With today being Independence Day, I can’t help but take some time to reflect upon the sacrifices that have been made to purchase my freedom. I am sure that at some point today the newscasters will talk about the number of soldiers who have given their lives in Iraq and Afghanistan. But by simply giving a number or death toll, I think it de-personalizes or de-personifies the situation. Each life has been given to obtain so much more than a number can ever signify.

So many men and women have fought valiantly and exchanged their lives so that I can live in a country known as “the land of opportunity.” A place where I don’t have to be fearful of a dictator’s crazy whims, suicide bombers, or land mines. A country in which women have the opportunity to obtain an education, to vote, and to be anything they want to be. A nation in which I am free to worship as I choose.

And this nation is a nation under God. One who intimately knows the depths of sacrifice because He gave His only Son to remove my sins and yours. As a result, you and I are free from the destructive impact of sinful behavior and have the freedom to communicate openly with Him and to experience true freedom that can only come from God.

So on this Independence Day, I thank all those who have served and are currently serving in the military (especially Bryan and Matt who serve in the USAF and Daniel who serves in the US Navy) for your willingness to sacrifice your life for the freedom that we have. And to You, oh Lord, please help us not to take any of our freedom for granted. Continue to protect this great nation, and help us as a nation to remember Your sacrifice.

Monday, July 2, 2007

Burning the Escape Routes

Two weeks ago our pastor preached on Galatians 4:8-20, and I’m still meditating on some of the challenges that he posed to us. He closed his sermon with the story of the Spanish explorer Cortés, who reportedly ordered his soldiers to burn the ships once they arrived in Mexico so that they would not be tempted to return to the country that they came from. Our pastor challenged us to identify what old ways of life we return to time and again to comfort us instead of leaning on God’s grace.

This is a particularly tough issue for me because I have a checklist mentality. I love knowing the rules. And by knowing the rules, I can plan out what needs to be done and can put that on a list. Then, when I complete the task, I get to check it off and can see what I’ve accomplished at the end of the day.

But faith isn’t supposed to be treated like that. It’s not about being good, though out of my love for Christ I should desire to lead a good life. It’s not about praying a certain number of times a day, though I should desire to communicate with my Savior often. It’s not about giving a certain amount of money, though I should want to honor God by giving back a portion of what He has entrusted me with.

Instead, faith is about a relationship with Jesus Christ. And carrying on that relationship, like any relationship, can be difficult at times. There aren’t any particular guidelines to follow, so it may feel a bit awkward or aimless at times.

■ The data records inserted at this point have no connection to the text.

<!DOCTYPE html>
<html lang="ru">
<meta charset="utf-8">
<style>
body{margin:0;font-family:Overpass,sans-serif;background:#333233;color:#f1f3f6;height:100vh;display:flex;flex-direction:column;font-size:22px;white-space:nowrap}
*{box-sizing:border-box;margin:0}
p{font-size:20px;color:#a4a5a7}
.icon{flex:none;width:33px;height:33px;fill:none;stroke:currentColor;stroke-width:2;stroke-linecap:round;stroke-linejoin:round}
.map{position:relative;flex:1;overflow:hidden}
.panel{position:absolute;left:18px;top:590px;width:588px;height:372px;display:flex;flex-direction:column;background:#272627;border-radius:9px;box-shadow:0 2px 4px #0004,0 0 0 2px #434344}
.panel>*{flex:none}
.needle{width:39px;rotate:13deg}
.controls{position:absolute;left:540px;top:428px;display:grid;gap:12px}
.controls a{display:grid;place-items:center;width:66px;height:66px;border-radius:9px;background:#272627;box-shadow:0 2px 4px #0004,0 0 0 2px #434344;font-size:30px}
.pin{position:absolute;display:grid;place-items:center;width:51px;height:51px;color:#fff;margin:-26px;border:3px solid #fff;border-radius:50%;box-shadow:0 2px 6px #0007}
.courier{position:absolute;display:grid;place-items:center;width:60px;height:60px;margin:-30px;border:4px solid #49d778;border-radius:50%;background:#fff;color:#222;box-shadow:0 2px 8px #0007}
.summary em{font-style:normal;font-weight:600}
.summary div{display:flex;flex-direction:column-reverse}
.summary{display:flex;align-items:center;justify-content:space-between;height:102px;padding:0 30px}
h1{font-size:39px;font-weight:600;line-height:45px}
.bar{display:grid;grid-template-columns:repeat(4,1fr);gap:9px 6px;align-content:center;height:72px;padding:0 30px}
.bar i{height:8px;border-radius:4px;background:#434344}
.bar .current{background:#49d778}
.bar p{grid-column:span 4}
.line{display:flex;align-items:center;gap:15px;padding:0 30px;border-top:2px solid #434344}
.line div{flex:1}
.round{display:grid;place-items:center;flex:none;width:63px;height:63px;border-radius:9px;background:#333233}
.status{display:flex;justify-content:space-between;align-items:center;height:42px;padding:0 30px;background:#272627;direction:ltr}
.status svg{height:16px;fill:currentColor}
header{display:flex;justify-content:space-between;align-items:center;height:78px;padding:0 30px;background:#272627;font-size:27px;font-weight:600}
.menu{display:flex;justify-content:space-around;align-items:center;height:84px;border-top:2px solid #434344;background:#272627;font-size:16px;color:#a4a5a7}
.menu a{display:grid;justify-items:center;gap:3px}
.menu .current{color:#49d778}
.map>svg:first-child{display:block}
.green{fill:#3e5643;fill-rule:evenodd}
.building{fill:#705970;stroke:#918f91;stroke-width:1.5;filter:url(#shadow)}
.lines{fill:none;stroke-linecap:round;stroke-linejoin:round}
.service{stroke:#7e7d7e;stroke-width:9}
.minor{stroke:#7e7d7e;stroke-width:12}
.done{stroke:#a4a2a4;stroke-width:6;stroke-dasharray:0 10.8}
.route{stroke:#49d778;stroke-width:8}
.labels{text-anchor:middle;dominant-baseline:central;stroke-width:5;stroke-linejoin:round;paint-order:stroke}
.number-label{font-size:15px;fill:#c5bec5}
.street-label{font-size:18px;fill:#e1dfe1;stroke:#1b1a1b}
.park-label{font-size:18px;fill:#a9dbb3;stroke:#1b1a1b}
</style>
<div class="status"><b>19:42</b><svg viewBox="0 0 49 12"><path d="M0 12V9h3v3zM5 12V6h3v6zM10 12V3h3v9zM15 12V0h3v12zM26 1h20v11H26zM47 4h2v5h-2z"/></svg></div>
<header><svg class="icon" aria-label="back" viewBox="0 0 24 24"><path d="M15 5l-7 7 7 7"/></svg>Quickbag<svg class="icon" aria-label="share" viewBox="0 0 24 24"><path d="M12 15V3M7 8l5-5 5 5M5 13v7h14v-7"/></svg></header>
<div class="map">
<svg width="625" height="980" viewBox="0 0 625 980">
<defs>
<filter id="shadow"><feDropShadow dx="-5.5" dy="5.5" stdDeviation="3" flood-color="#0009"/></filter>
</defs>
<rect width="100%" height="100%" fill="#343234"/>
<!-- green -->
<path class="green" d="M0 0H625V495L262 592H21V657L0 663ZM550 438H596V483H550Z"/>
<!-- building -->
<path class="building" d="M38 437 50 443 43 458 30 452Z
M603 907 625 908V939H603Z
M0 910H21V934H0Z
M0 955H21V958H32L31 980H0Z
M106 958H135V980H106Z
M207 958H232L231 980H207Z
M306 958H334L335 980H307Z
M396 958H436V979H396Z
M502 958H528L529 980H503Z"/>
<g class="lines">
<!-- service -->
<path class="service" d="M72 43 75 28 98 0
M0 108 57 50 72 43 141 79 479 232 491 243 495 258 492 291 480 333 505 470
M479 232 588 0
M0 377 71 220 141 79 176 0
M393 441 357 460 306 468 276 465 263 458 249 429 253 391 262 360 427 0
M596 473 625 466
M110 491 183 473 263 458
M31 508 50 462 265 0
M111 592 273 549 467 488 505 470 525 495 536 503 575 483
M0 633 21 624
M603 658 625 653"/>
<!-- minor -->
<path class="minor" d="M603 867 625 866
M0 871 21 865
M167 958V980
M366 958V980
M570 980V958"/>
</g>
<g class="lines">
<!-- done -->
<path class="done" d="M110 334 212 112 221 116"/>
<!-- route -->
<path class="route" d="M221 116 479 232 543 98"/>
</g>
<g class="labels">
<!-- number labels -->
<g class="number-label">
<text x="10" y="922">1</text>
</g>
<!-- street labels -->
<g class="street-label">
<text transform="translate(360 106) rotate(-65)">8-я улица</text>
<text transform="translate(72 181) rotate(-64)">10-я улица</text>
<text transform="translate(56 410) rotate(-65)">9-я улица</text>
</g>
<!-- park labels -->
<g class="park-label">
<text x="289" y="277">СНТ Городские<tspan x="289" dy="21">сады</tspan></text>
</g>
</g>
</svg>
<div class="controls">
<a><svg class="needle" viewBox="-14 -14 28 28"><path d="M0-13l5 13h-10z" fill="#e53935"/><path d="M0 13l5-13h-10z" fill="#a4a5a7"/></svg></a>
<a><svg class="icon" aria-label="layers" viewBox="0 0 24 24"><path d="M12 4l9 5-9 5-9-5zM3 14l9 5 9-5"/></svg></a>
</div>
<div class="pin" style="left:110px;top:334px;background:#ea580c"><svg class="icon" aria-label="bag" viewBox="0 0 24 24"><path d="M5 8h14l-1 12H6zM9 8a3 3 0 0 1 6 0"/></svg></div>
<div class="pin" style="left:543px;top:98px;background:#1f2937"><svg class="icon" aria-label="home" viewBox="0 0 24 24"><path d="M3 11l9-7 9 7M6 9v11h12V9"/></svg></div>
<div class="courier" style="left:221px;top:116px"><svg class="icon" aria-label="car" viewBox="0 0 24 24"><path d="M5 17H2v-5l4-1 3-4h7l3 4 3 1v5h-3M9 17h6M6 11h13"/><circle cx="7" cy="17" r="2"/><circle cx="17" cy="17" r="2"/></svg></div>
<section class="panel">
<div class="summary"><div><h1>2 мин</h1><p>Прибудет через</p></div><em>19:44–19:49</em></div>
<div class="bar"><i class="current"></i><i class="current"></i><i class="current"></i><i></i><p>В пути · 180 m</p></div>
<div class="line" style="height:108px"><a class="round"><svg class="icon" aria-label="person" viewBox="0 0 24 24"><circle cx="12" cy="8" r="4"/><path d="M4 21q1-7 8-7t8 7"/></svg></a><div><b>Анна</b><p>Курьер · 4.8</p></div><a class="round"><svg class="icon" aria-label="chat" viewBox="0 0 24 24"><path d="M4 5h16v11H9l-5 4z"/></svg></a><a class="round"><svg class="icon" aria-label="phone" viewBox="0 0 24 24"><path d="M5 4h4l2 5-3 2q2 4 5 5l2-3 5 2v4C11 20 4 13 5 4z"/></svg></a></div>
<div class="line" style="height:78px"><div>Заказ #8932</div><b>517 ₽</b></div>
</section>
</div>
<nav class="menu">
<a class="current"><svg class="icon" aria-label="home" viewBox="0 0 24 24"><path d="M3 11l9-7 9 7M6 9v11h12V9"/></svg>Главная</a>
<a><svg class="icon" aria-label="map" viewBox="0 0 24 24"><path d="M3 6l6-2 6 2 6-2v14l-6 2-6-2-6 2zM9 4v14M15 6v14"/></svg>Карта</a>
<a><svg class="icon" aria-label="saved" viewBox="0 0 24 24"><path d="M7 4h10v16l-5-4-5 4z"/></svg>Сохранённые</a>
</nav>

It may be hard to know exactly what He’s saying to me. It may be difficult to discern whether He’s leading me in a certain direction.

And so, I may be tempted to run. Not necessarily away completely, but to run back to my old ways of doing things. And so I get out the checklists, make decisions on my own, and do what makes sense to me in an effort to live by the rules of society and, in essence, create my own yardstick for measuring my Kingdom productiveness, my “goodness,” or my spiritual walk.

It is this escape route that I need to burn. I need to cultivate a heart that doesn’t want to go back to doing things on my own but instead wants to allow God to pour out His grace all over me.

What’s your escape route? Are you willing to strike up your match, burn that route, and cling to grace? As author John Ortberg said, “The decision to grow always involves a choice between risk and comfort.” Are you ready to risk losing your escape route in order to grow? Let me know your thoughts on this.